Andréa Mente (*)
Com a criação da ANS (Agência Nacional de Saúde Suplementar) e a regulamentação do setor privado de saúde pela Lei 9656/98, as operadoras foram obrigadas a oferecer aos seus usuários coberturas mínimas de atendimento e passaram a especificar seus produtos atuarialmente.
Isso trouxe benefícios àqueles que já estavam seriamente preparados para o mercado, fazendo projeções de longo prazo e armazenando dados estatísticos para fins gerenciais e criou uma tendência de exclusão de mercado, a médio prazo, para as operadoras menos preparadas, de capacidade limitada na prestação de serviços de assistência médica.

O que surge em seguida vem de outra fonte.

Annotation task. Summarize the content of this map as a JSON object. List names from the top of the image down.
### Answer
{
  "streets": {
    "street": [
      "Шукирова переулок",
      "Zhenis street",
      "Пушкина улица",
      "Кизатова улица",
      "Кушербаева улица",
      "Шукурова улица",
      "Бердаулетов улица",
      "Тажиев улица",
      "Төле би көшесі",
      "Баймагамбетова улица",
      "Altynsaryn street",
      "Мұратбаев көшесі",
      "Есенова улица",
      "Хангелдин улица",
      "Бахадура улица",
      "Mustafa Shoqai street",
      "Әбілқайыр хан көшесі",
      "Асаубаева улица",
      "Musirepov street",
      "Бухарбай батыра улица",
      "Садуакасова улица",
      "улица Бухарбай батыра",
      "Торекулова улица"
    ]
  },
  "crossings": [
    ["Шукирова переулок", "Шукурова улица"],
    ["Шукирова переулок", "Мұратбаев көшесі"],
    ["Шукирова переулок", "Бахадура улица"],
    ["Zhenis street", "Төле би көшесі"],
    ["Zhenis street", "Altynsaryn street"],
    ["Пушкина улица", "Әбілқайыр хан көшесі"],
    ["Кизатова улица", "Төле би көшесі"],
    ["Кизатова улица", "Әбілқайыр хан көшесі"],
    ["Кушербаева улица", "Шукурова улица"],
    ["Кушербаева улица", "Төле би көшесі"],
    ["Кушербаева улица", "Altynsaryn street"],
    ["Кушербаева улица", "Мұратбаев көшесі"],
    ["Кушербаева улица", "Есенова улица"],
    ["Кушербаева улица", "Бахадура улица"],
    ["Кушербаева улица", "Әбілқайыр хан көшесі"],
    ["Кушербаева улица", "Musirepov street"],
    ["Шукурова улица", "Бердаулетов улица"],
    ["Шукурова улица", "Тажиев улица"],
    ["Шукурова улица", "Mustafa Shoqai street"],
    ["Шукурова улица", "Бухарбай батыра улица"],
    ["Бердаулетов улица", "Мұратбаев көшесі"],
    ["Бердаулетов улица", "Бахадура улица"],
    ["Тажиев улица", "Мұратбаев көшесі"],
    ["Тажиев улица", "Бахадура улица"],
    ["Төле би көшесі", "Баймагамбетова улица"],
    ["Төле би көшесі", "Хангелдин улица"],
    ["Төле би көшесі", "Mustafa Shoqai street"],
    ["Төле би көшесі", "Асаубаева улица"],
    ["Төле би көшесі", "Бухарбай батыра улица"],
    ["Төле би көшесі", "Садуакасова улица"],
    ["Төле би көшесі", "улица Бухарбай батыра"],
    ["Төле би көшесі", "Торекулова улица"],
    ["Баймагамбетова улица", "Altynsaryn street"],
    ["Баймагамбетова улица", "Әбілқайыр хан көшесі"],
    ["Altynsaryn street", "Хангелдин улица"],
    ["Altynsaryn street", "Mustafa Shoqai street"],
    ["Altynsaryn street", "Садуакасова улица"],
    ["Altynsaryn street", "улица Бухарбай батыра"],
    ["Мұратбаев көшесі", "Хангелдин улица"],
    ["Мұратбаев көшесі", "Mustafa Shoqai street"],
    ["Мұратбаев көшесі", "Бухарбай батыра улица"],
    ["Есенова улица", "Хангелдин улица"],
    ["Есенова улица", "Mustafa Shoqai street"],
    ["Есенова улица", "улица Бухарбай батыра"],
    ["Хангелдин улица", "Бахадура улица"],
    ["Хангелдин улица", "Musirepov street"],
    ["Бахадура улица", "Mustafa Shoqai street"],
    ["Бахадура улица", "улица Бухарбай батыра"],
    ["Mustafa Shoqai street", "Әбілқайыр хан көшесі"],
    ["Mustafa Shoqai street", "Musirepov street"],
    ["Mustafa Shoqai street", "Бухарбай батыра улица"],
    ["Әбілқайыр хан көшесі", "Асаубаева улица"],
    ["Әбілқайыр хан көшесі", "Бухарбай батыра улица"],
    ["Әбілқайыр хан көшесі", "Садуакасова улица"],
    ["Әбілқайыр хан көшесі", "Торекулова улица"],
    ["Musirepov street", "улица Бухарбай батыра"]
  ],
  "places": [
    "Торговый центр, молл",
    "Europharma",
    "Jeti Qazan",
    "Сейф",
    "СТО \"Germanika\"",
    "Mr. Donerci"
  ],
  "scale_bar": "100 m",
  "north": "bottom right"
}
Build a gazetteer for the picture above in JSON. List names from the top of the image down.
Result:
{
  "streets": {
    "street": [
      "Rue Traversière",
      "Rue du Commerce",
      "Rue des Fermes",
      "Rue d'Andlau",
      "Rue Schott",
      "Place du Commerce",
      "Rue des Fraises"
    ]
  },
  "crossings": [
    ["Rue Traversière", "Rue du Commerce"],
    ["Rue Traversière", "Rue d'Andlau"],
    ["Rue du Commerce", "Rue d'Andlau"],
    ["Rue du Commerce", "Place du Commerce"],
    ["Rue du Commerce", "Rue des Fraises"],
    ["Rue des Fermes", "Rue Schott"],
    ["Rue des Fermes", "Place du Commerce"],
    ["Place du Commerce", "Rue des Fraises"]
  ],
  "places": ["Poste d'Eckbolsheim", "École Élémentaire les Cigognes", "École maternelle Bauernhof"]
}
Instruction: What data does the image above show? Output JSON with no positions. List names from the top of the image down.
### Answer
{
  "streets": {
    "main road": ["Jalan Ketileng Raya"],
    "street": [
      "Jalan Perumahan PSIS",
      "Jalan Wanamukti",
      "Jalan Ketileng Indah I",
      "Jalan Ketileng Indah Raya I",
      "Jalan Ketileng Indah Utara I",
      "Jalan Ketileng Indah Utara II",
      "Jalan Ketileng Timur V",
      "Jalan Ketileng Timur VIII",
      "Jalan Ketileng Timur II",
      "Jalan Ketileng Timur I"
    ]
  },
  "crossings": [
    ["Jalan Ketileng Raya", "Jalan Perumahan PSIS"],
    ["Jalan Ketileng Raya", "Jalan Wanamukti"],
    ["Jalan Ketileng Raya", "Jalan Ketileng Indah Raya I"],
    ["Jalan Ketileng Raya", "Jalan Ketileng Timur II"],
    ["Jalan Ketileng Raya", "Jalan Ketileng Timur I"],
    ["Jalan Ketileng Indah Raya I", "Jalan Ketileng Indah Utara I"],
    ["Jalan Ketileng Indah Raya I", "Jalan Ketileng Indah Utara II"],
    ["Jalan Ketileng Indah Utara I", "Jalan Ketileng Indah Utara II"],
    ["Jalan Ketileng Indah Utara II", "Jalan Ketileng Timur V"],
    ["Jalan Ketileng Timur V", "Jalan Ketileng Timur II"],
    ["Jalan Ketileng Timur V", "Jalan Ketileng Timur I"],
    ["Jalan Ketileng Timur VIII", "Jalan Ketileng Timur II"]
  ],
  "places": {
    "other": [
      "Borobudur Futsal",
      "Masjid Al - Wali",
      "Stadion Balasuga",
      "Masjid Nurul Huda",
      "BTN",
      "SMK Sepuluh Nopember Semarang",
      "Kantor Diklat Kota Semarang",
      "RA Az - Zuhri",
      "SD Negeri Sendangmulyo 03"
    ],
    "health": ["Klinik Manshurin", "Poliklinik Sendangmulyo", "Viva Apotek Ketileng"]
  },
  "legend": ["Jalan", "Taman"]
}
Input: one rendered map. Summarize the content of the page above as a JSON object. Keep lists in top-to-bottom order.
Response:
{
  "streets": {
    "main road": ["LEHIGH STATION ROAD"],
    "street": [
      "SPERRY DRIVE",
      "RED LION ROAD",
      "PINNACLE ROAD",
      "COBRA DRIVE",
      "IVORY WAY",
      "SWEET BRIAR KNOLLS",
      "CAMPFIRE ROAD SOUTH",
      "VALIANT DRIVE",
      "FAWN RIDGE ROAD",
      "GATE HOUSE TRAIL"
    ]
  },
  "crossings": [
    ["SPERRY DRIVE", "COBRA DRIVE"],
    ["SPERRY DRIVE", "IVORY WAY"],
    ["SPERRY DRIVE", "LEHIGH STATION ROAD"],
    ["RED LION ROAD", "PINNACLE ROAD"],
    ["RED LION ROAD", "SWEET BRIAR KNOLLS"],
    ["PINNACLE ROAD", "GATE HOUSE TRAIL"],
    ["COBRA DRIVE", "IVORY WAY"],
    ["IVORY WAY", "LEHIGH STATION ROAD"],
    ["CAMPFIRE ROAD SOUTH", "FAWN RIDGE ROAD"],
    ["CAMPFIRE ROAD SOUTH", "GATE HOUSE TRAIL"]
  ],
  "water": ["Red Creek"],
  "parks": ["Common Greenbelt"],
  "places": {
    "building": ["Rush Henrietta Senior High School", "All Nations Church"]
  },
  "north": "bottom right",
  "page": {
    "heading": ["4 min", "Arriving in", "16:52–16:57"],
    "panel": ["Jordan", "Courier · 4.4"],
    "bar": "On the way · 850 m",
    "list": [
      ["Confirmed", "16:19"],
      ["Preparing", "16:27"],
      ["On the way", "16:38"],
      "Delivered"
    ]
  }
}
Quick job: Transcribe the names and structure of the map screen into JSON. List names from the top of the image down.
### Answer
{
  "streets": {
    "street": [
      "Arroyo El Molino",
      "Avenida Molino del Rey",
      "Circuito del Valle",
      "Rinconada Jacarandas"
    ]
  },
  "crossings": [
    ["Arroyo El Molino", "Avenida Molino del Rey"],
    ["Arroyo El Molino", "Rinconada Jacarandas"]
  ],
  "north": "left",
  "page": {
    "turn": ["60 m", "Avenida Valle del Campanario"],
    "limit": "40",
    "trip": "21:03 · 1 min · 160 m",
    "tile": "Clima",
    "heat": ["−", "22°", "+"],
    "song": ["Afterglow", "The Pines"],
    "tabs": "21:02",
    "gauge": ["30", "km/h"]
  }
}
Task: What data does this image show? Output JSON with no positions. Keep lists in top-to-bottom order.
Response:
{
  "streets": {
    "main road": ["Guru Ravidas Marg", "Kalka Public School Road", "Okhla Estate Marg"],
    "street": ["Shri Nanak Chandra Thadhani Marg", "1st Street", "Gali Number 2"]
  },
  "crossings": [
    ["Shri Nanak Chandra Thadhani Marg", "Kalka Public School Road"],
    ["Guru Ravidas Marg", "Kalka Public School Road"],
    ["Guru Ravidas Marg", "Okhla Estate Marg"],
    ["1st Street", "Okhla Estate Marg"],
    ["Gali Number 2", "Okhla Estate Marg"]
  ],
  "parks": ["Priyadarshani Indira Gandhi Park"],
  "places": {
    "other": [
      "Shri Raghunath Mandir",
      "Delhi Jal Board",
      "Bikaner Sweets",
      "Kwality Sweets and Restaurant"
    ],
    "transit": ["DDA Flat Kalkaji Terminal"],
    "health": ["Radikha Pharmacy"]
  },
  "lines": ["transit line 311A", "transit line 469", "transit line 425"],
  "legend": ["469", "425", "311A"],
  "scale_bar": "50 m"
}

Os planos de saúde criados após a Lei 9656/98 já devem conter em seus contratos as exigências mínimas determinadas pela Lei e os planos anteriores não podem mais ser comercializados, sendo considerados planos em extinção. A ANS tem divulgado, anualmente, os índices máximos de reajuste que podem ser aplicados aos planos novos (criados após a Lei 9656/98), baseados nas variações inflacionárias do período. Uma prática sem grandes contestações, já que esses planos, na formação inicial de preços, tiveram consistentes bases atuariais de cálculos. A polêmica fica reservada para os planos antigos. A indicação de um reajuste padrão, apurado pela ANS nas mesmas bases, além de não ser coerente frente às características de envelhecimento constante (melhor explicada abaixo), foi considerada inaplicável em recente decisão provisória da maior esfera do Judiciário. Com isso, as operadoras de planos de saúde aplicaram índices diferenciados de reajustes, apurados segundo letras contratuais ou por decisões próprias vinculadas às variações respectivas de custos.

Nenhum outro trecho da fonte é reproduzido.